Time moves so swiftly ...

I've been joking about the fact that -- on the downhill side of the years past fifty -- Christmas comes every six weeks. Time does speed up as the years pile on. Feel breathless at times from the effects of the rate of change. The collapsing of time this weekend is having a strong effect on me, trying to remain contemporary while being asked to dip into years past, causes some shift in the fault lines of age -- and I'm feeling just a bit off balance... .

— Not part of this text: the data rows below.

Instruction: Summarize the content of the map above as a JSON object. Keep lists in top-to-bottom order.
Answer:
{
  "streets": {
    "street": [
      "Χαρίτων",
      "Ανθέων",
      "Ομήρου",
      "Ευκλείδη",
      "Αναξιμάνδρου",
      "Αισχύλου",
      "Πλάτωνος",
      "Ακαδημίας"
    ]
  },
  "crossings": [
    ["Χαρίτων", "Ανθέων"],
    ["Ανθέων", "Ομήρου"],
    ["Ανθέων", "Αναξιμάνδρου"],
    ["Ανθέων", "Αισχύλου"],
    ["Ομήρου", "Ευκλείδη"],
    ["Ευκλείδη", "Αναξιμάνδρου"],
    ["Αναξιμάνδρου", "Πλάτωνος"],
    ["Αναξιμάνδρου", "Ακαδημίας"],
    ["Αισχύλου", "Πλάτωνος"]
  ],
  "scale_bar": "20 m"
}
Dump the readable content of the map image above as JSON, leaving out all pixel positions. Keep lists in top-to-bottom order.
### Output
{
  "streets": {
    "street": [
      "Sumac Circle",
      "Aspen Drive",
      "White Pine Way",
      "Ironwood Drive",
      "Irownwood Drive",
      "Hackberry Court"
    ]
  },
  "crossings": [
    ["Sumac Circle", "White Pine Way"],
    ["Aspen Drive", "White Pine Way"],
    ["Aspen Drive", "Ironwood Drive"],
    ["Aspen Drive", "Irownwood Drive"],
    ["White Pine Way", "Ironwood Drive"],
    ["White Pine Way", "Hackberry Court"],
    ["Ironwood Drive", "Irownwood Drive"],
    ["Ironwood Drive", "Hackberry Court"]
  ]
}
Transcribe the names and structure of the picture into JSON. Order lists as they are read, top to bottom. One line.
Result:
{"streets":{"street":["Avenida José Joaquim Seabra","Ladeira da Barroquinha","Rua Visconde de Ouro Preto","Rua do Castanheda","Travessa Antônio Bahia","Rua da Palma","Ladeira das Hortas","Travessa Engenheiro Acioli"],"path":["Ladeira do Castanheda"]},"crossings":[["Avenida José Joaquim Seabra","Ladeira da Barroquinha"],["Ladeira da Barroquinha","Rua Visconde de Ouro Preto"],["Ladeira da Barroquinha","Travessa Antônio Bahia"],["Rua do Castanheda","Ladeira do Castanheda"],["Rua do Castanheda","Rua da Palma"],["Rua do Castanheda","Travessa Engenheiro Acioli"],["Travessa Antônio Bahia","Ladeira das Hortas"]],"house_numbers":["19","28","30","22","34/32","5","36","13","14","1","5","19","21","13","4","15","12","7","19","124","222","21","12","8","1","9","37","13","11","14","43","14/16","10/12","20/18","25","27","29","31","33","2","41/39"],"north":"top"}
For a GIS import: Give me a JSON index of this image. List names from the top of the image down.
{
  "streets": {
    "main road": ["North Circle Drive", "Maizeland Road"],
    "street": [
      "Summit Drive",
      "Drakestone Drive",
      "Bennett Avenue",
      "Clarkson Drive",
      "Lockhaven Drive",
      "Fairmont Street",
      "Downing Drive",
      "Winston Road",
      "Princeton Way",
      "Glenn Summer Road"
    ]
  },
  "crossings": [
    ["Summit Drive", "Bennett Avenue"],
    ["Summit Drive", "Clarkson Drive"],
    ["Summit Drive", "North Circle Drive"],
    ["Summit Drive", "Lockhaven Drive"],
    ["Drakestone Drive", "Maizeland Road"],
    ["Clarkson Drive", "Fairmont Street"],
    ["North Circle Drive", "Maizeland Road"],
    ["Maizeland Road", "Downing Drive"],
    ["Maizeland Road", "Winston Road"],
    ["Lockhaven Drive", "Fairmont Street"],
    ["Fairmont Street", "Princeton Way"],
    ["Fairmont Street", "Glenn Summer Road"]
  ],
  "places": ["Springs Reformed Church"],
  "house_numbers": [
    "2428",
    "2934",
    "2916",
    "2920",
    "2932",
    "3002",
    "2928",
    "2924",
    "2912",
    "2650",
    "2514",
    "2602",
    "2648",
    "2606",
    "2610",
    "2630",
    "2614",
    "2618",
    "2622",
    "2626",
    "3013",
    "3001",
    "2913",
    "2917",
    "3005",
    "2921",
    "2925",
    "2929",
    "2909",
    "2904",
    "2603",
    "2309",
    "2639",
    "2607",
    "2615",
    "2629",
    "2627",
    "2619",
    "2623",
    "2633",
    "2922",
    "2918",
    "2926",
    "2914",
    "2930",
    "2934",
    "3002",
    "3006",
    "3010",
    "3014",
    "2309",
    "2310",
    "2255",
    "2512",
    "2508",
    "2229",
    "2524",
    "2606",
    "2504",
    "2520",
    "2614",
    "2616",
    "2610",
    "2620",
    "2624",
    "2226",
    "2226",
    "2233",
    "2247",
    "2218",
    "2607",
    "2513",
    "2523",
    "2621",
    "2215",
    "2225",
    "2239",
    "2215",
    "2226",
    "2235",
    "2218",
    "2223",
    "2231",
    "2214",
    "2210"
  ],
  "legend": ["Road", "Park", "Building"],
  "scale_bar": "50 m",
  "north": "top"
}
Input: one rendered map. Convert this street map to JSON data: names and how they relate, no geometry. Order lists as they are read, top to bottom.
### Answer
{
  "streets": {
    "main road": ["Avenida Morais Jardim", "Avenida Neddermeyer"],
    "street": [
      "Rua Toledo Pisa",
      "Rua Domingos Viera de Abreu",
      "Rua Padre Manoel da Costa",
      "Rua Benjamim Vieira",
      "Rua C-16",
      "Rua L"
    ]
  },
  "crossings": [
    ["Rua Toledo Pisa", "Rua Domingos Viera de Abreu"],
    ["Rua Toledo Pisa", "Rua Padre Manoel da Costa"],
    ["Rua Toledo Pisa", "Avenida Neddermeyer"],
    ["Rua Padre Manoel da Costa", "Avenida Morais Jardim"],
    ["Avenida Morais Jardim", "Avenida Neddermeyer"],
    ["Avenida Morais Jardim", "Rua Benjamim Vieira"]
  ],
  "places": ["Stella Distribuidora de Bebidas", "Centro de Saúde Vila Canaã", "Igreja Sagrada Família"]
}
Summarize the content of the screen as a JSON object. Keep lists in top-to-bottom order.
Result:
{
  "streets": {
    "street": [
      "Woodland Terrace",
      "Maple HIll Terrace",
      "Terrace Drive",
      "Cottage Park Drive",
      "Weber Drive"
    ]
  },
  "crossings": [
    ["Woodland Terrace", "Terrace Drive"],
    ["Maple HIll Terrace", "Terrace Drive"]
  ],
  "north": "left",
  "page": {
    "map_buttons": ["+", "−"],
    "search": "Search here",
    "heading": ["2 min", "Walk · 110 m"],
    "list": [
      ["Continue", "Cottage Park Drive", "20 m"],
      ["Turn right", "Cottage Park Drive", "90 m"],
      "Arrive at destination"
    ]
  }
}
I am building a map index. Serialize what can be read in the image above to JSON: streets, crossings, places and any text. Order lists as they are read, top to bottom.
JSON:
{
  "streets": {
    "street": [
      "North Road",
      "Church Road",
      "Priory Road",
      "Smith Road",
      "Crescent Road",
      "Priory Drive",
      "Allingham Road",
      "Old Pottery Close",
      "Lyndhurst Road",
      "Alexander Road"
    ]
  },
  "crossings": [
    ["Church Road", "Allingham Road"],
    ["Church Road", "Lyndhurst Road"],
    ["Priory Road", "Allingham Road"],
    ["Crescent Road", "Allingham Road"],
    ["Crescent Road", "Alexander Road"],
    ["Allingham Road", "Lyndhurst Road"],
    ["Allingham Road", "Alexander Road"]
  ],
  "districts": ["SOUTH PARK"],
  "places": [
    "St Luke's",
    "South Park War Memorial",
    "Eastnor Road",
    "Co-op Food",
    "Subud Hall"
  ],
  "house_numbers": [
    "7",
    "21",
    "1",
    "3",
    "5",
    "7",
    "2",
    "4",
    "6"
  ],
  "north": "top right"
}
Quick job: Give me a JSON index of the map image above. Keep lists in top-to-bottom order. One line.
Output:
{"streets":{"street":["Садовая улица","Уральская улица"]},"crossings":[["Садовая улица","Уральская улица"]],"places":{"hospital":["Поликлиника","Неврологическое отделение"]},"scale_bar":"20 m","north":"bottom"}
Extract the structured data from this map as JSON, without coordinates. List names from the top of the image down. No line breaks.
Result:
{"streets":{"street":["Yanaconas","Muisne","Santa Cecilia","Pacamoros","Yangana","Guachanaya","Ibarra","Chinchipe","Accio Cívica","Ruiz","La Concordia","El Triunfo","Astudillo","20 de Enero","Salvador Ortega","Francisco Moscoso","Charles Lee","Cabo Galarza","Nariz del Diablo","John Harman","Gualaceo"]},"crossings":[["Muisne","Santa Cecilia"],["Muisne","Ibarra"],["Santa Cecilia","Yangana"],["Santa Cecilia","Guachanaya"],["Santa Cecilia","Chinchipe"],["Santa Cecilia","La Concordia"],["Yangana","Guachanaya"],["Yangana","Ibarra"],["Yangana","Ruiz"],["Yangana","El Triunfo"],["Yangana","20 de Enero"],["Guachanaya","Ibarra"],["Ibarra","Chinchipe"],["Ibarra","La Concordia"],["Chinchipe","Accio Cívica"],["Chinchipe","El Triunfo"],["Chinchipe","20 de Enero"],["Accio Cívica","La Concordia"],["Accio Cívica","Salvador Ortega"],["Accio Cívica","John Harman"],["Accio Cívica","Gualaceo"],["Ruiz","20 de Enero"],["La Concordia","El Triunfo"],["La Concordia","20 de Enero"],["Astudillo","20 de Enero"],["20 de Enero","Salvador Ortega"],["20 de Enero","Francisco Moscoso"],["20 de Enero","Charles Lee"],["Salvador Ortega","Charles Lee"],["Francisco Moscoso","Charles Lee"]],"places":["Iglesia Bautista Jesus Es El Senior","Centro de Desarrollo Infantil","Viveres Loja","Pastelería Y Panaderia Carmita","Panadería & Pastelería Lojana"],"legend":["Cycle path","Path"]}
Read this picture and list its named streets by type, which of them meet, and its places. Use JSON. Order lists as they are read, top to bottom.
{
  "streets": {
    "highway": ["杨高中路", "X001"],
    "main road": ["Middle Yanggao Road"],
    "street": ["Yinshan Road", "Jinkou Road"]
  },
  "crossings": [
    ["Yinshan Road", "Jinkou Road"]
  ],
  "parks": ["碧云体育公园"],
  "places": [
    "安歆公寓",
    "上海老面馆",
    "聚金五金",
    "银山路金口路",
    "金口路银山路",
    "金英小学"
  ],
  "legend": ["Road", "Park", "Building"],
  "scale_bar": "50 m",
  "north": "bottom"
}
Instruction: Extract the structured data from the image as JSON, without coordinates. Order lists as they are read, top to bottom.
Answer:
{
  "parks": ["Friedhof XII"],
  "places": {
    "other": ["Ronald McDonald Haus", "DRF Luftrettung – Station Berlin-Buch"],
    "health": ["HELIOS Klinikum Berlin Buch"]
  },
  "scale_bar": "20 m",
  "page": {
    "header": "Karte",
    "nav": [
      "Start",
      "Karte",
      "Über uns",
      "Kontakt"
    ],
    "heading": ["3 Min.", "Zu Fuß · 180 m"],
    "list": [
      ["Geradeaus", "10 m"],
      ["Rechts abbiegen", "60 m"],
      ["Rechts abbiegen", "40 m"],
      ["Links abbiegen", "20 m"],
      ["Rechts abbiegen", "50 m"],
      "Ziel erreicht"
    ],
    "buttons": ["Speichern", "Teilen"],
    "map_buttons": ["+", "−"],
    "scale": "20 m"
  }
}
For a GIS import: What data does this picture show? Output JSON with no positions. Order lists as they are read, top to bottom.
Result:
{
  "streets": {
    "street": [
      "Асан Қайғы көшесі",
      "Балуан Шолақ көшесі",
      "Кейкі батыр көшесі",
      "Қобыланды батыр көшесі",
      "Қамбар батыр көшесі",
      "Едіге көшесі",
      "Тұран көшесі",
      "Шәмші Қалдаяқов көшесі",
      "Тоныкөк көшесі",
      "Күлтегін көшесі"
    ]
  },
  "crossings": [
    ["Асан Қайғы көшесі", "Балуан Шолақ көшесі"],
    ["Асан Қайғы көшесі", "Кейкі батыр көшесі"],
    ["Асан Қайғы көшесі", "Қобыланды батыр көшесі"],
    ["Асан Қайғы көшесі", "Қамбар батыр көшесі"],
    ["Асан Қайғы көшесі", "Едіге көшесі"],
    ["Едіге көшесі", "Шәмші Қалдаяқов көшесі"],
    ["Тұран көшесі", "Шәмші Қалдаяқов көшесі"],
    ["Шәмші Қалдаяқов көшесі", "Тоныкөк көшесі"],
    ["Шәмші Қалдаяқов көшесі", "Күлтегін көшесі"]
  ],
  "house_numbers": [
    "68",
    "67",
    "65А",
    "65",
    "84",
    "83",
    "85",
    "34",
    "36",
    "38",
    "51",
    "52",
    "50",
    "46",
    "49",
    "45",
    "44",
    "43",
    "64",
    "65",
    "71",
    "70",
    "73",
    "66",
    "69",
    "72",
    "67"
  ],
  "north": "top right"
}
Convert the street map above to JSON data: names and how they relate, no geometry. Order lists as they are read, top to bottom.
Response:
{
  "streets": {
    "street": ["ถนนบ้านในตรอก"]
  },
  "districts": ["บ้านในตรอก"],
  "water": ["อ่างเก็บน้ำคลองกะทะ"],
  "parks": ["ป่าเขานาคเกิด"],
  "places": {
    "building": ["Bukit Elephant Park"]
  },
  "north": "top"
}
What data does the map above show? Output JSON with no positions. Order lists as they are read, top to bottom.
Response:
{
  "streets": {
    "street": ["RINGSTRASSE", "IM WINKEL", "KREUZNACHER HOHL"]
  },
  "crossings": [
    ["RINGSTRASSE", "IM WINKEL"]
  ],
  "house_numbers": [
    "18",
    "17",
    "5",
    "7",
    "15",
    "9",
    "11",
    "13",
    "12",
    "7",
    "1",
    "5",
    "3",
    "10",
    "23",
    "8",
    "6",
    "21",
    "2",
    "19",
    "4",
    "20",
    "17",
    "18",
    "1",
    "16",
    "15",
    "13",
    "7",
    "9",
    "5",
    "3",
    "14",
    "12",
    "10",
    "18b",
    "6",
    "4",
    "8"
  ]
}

Tomorrow morning at ten o'clock the West County Times reporter will come to do a profile for release in Monday's edition. The photographer will come at around one to do his thing.
At 4:30 I'll attend a meeting with a group created by the Redevelopment Agency's Rosie project to go over ideas for signage for the areas leading to the new national park. At six we'll leave for San Jose and the Democratic Convention. The important evening event is the convening of the Black Caucus at seven-thirty. This will give me some idea of what issues will be involved in the creation of the platform. These discussions are rich and often contentious and never dull.

Have already decided to skip Saturday's agenda in favor of attending David Pierson's memorial service. That will plant me firmly in the past -- but it will help me to get into the space from whence the speech must come. However, the leap-frogging between such emotional levels is dizzying. I'm hopeful that this will enhance and not hurt my ability to deliver my thoughts at the Monday event. It is a tremendous opportunity to share that trajectory I've lived through, beginning with that naive young frightened mother, and ending with the return to Walnut Creek as a person of note. And I say that with more of a sense of wonder than of false pride. There's just not room in my life for that.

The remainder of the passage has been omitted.